In the early 1990s, Malaysian author Khoo Keng-Hor popularised the ancient writings of Chinese military master-mind Sun Tzu, by reframing them as management techniques. Sun Tzu's The Art of War, written approximately 500BCE, is full of sound military proverbs and advice, which has influenced the military, legal and business profession over its lengthy existence.
Although I do not find the war metaphor particularly helpful for innovation and business relations, Sun Tzu's proverbs can provide great insights to your skills as an innovative leader - especially in macro-planning. One of these proverbs resonates deeply with the findings of Clayton Christensen, found in The Innovator's Dilemma.
This proverb is simple, and reads as:
If you know the enemy and know yourself you need not fear the results of a hundred battles.
Many organisations spend large amounts of time and money in the effort of knowing themselves. Strategists, consultants and surveys combine to form purpose statements, organisational narratives, missions and objectives. These activities are vital for an organisation's success and focus.
However, not many organisations spend good time attempting to know their competitors. They do engage in mass market-research and analysis of competing organisations, and attempt to predict the activities of these corporate competitors. In much of my research and experience, this analysis is often reactive in nature - exploring how other organisations will respond to market-conditions, new products and marketing strategies.
What is not predicted is how fellow competitors will take action in innovative ways.
Clayton Christensen describes how many successful organisations fail because they focusso heavily on their customer's current needs and desires - and do not predict how technologies that are seemingly useless today may become industry standard in a few years.
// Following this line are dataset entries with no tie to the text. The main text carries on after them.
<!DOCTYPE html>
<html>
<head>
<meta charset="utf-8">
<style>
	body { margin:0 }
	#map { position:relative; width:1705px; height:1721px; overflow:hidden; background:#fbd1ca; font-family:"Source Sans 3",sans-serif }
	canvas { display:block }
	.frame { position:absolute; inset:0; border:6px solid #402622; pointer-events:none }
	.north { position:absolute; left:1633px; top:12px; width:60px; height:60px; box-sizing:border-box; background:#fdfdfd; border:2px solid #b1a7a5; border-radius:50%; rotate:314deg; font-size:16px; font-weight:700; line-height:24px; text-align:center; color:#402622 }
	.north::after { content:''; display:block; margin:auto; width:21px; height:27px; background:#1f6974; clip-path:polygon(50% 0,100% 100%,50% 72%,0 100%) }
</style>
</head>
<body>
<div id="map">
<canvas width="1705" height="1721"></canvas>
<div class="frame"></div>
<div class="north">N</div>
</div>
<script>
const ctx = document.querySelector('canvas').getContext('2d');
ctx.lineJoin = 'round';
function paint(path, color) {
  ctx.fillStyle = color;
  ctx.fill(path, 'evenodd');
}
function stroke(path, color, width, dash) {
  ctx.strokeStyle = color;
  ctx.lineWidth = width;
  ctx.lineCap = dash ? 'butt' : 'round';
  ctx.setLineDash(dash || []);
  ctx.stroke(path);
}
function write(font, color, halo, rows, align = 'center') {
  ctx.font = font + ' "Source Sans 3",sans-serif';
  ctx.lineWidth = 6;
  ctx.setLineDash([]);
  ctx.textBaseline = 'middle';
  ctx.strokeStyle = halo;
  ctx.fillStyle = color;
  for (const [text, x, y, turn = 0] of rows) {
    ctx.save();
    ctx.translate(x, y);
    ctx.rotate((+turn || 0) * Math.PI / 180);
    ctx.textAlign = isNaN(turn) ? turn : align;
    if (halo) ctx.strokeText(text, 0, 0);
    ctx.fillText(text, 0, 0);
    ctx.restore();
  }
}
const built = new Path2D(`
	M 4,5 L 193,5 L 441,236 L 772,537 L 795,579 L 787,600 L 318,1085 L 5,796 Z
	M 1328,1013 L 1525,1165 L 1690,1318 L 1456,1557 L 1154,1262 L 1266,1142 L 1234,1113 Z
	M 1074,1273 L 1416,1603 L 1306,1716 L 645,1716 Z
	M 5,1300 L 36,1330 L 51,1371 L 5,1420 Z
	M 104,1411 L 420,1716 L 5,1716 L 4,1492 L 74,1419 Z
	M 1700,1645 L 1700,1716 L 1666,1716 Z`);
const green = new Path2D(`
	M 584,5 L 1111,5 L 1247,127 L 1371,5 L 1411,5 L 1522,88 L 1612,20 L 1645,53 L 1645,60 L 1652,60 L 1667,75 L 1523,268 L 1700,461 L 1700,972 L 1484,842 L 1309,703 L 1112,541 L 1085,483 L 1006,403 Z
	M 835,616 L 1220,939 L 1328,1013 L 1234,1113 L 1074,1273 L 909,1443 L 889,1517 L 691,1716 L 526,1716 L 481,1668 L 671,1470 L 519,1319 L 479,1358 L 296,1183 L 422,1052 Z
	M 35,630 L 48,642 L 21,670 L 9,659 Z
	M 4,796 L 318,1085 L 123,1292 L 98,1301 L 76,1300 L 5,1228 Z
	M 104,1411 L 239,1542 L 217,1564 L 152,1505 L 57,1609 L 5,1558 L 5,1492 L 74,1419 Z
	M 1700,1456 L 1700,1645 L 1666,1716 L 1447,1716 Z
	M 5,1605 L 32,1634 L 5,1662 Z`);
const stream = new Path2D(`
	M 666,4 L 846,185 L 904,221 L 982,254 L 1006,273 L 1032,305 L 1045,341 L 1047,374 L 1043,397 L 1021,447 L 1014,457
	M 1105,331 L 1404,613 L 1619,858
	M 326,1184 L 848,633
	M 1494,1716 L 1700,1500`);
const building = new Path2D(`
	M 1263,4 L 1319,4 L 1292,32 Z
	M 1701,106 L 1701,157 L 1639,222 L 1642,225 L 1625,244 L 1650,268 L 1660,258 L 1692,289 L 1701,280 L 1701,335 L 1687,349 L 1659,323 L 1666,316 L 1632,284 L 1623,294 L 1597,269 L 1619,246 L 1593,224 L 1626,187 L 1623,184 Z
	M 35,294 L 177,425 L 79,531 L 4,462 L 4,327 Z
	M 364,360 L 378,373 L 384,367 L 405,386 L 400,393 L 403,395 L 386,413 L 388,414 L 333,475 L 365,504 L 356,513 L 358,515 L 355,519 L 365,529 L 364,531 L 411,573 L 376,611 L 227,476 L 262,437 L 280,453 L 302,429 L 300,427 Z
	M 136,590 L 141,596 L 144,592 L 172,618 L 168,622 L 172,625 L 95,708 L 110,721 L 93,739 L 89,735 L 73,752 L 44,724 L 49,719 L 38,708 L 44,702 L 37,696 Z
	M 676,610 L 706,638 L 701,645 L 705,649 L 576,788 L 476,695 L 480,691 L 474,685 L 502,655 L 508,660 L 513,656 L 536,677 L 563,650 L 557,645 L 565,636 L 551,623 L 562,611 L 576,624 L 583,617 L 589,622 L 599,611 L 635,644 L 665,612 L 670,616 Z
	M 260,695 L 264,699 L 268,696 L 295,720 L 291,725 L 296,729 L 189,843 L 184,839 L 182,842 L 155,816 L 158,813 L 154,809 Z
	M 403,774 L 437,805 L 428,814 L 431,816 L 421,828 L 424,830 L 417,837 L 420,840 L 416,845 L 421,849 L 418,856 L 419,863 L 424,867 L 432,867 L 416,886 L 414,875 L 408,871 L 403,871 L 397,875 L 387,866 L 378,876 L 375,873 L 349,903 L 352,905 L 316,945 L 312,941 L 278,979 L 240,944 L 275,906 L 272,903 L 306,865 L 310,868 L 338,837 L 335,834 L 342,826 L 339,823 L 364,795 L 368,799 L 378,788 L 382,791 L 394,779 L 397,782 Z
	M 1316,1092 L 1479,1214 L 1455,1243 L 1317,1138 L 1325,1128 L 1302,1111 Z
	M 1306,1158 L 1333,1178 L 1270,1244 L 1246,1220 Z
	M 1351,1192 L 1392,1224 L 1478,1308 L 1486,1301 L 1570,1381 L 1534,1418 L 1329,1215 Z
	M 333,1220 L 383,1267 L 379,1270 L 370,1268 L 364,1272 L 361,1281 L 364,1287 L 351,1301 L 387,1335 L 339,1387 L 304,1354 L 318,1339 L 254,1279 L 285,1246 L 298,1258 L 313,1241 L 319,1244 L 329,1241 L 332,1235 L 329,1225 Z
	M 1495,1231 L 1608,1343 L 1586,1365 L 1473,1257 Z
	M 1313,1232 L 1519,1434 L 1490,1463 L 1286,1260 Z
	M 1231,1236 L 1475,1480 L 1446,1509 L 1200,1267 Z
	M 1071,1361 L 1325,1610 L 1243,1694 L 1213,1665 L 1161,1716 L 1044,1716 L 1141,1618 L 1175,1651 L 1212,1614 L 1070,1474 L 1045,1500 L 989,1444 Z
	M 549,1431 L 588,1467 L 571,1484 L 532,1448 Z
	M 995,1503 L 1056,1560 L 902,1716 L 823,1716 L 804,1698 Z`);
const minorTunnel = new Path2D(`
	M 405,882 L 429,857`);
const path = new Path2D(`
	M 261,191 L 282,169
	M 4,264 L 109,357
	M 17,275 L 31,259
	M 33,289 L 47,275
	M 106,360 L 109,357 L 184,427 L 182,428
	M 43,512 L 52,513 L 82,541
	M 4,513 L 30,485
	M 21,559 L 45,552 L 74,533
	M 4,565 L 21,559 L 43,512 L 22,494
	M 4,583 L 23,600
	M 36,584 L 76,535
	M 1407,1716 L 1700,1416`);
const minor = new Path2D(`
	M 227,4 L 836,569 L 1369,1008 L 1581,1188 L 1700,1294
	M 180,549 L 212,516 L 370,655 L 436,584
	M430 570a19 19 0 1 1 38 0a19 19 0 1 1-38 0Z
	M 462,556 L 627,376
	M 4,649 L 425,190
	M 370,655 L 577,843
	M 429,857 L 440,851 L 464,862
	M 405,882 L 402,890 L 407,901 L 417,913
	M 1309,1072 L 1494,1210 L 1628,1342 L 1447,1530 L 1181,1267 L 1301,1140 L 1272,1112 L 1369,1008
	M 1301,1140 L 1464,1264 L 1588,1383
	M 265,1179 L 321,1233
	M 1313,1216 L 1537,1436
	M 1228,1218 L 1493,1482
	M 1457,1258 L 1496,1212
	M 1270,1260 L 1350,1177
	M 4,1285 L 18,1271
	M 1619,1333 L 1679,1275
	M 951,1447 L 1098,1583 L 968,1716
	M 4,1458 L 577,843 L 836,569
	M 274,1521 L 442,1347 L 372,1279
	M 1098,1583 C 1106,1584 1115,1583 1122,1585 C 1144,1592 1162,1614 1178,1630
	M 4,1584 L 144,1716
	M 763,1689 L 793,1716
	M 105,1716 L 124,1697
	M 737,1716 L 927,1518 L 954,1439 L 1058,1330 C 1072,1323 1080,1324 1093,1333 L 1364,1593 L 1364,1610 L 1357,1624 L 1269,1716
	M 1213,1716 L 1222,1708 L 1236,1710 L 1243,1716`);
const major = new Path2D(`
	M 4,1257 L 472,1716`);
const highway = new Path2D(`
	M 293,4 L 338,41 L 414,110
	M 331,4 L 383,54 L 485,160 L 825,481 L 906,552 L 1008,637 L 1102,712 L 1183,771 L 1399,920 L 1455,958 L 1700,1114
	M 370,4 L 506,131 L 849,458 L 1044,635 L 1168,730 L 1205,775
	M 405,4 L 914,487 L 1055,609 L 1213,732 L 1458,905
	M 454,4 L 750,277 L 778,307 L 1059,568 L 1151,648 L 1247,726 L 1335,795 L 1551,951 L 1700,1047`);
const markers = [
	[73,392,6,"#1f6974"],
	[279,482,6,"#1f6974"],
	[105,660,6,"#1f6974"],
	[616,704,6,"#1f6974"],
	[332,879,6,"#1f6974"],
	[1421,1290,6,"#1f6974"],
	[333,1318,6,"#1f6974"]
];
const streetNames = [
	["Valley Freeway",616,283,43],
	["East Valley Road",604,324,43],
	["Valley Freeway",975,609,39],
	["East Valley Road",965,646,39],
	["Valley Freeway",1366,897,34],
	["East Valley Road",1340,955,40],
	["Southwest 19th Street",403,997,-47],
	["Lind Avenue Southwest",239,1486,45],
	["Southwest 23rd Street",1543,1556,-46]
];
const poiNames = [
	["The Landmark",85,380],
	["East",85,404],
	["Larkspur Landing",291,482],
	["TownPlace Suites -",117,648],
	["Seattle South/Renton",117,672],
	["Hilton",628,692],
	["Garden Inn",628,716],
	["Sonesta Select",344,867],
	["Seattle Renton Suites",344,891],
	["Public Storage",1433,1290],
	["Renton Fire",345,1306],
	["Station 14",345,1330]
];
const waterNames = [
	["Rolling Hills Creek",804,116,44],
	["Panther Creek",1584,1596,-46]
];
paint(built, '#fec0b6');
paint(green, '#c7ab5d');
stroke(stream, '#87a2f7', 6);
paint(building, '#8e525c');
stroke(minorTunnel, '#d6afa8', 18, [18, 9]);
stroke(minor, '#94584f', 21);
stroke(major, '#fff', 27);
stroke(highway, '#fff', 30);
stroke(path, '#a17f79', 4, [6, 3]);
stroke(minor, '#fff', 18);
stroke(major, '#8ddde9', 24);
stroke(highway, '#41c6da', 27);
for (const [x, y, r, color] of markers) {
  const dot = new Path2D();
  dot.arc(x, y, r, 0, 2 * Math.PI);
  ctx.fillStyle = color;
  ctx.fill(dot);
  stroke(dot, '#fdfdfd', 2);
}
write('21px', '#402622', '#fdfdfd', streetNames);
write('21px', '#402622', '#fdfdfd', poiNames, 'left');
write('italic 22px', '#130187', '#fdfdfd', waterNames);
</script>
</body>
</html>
The start-up organisations, however, are able to be more nimble and adaptable to new technologies - creating new markets for them - as they are not driven by their initial consumer needs, but by creating competitive new markets.
Simply put, ongoing organisations focus heavily on their current market and customer base. Innovative organisations focus on new markets and new products that can allow new competitive advantages.
To make this theory a reality - try this fun exercise. Grab your team, buy some pizza and block out two hours one afternoon. Then set out to destroy your company.
If you were a start-up company in the same industry as your current organisation - what would you do to compete? Assume that you cannot compete on the same scale as your current company - so how would you create new markets? What new technologies and possibilities will their be in your industry in five years time? What current technology - that may be more expensive and less practical at present - may transform the future of your industry? What actions would you take?
This fun activity will help you see your competitors as active agents, rather than as reactive responders to your organisation. This will also allow new innovative ideas to flourish - whilst creating an atmosphere of fun and creativity!